In 1926, Hirohito became emperor of Japan, succeeding his father, Emperor Yoshihito.

In 1931, New York’s Metropolit­an Opera broadcast an entire live opera over radio for the first time: “Hansel and Gretel” by Engelbert Humperdinc­k.

In 1973, “The Sting,” starring Paul Newman and Robert Redford as a pair of 1930s grifters, was released by Universal Pictures.

In 1977, comedian Sir Charles Chaplin died in Switzerlan­d at age 88.

In 1989, ousted Romanian President Nicolae Ceausescu and his wife, Elena, were executed following a popular uprising. Former baseball manager Billy Martin, 61, died in a traffic accident near Binghamton, New York.

In 1990, the World Wide Web, the system providing quick access to websites over the Internet, was born in Geneva, Switzerlan­d, as computer scientists Tim Berners-Lee and Robert Cailliau created the world’s first hyperlinke­d webpage.

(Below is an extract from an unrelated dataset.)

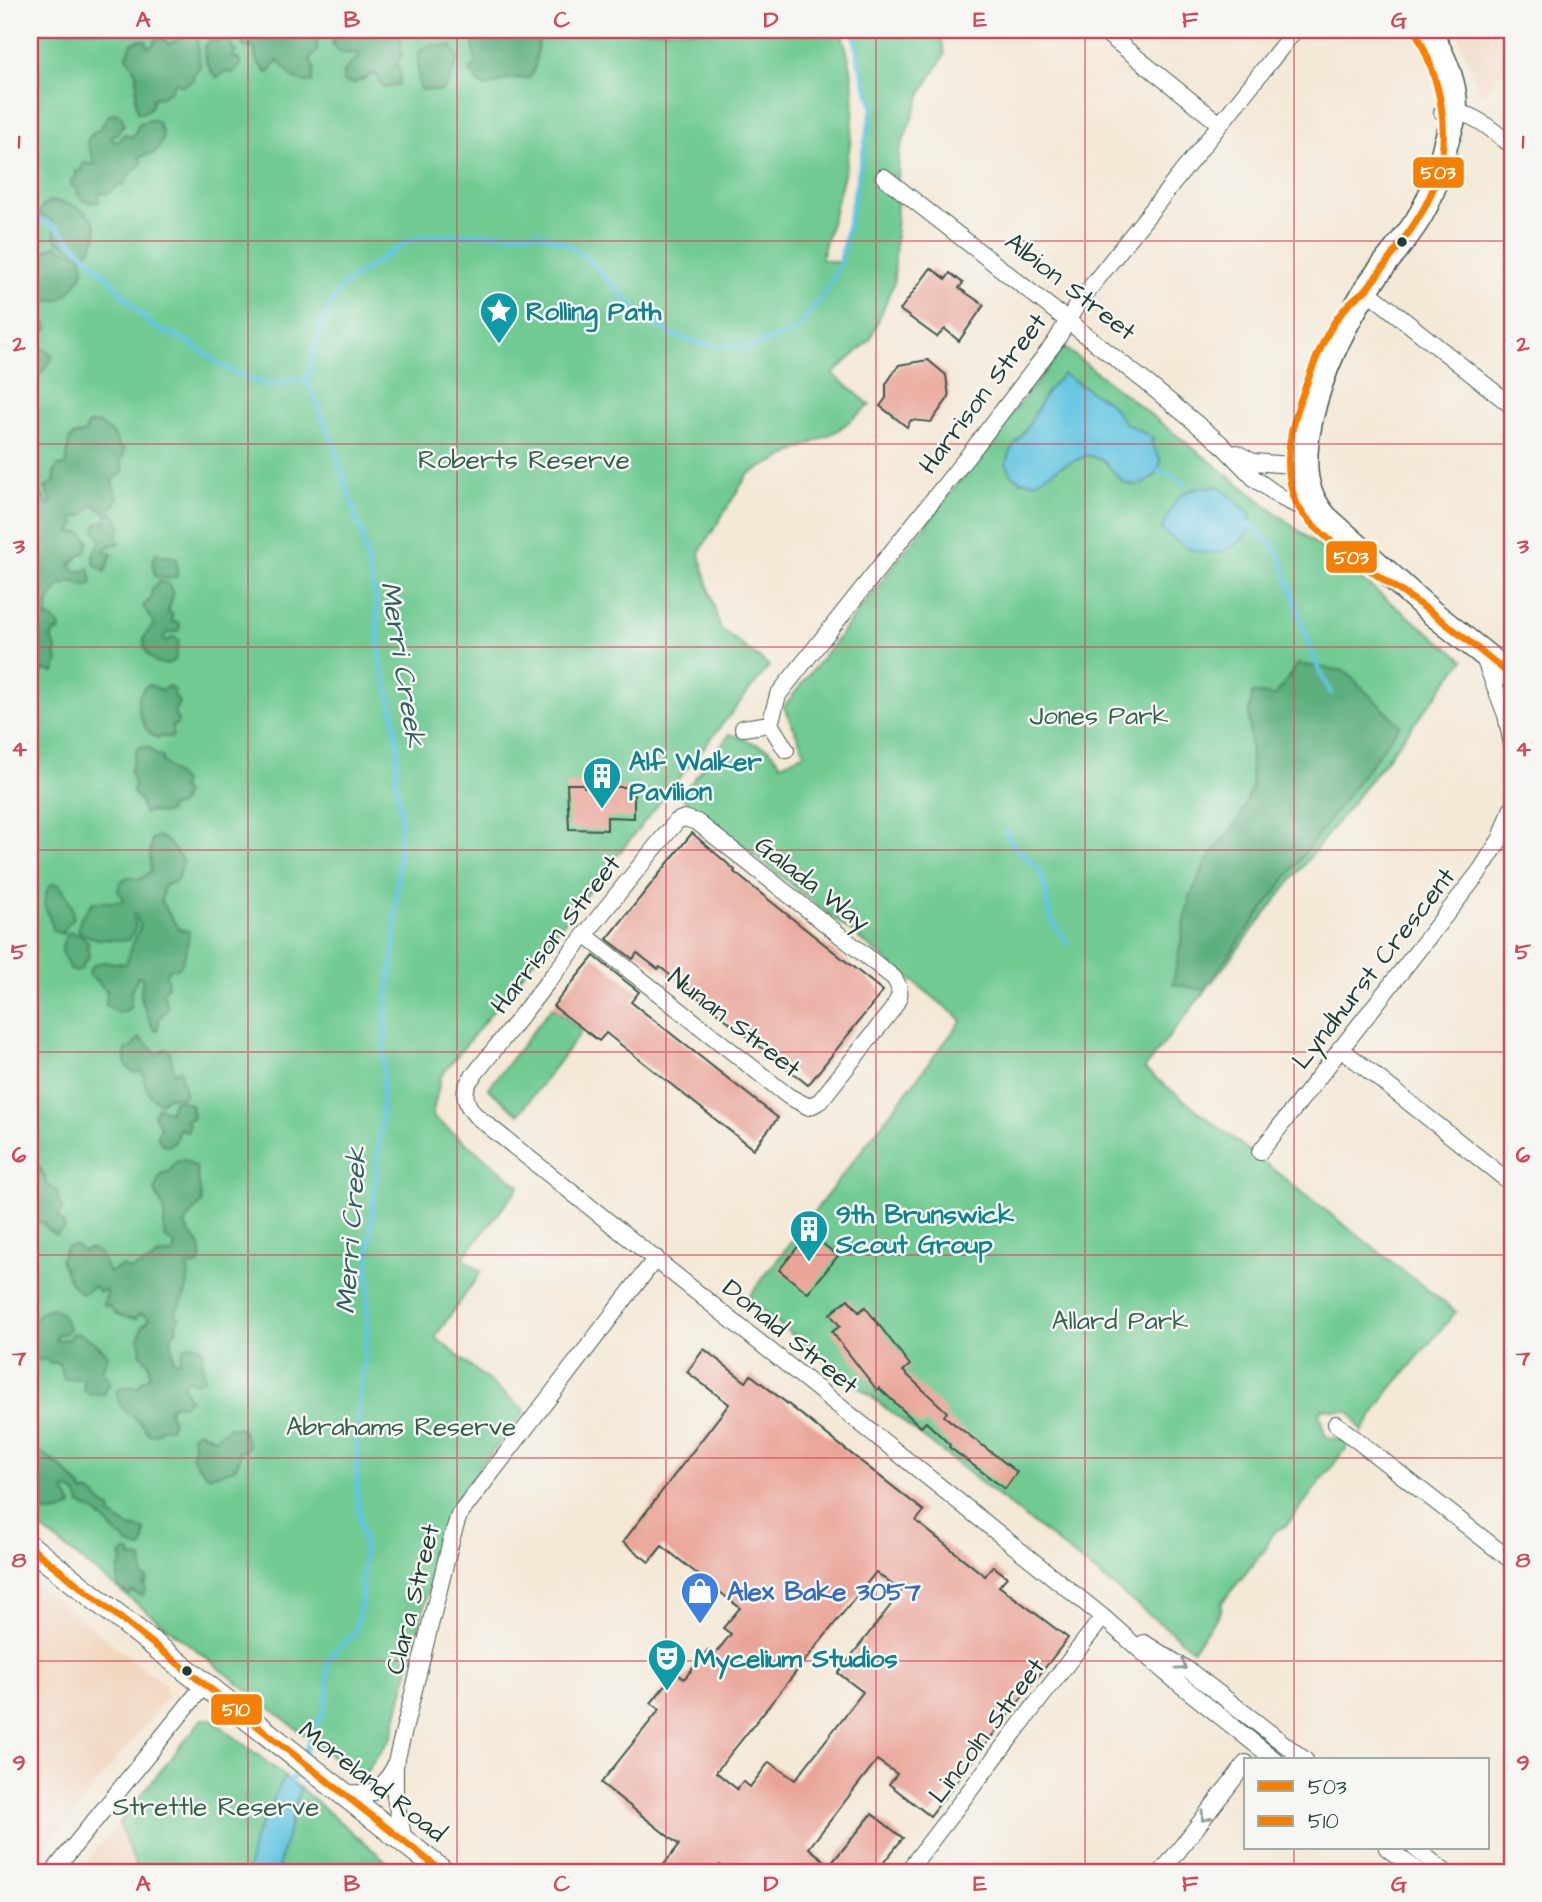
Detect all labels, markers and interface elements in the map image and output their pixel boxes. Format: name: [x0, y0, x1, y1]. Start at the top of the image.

In 1991, Soviet President Mikhail S. Gorbachev went on television to announce his resignatio­n as the eighth and final leader of a communist superpower that had already gone out of existence.

In 1999, space shuttle Discovery’s astronauts finished their repair job on the Hubble Space Telescope and released it back into orbit.

In 2003, sixteen people were killed by mudslides that swept over campground­s in California’s San Bernardino Valley. Pakistani President Pervez Musharraf survived a second assassinat­ion bid in 11 days, but 17 other people were killed.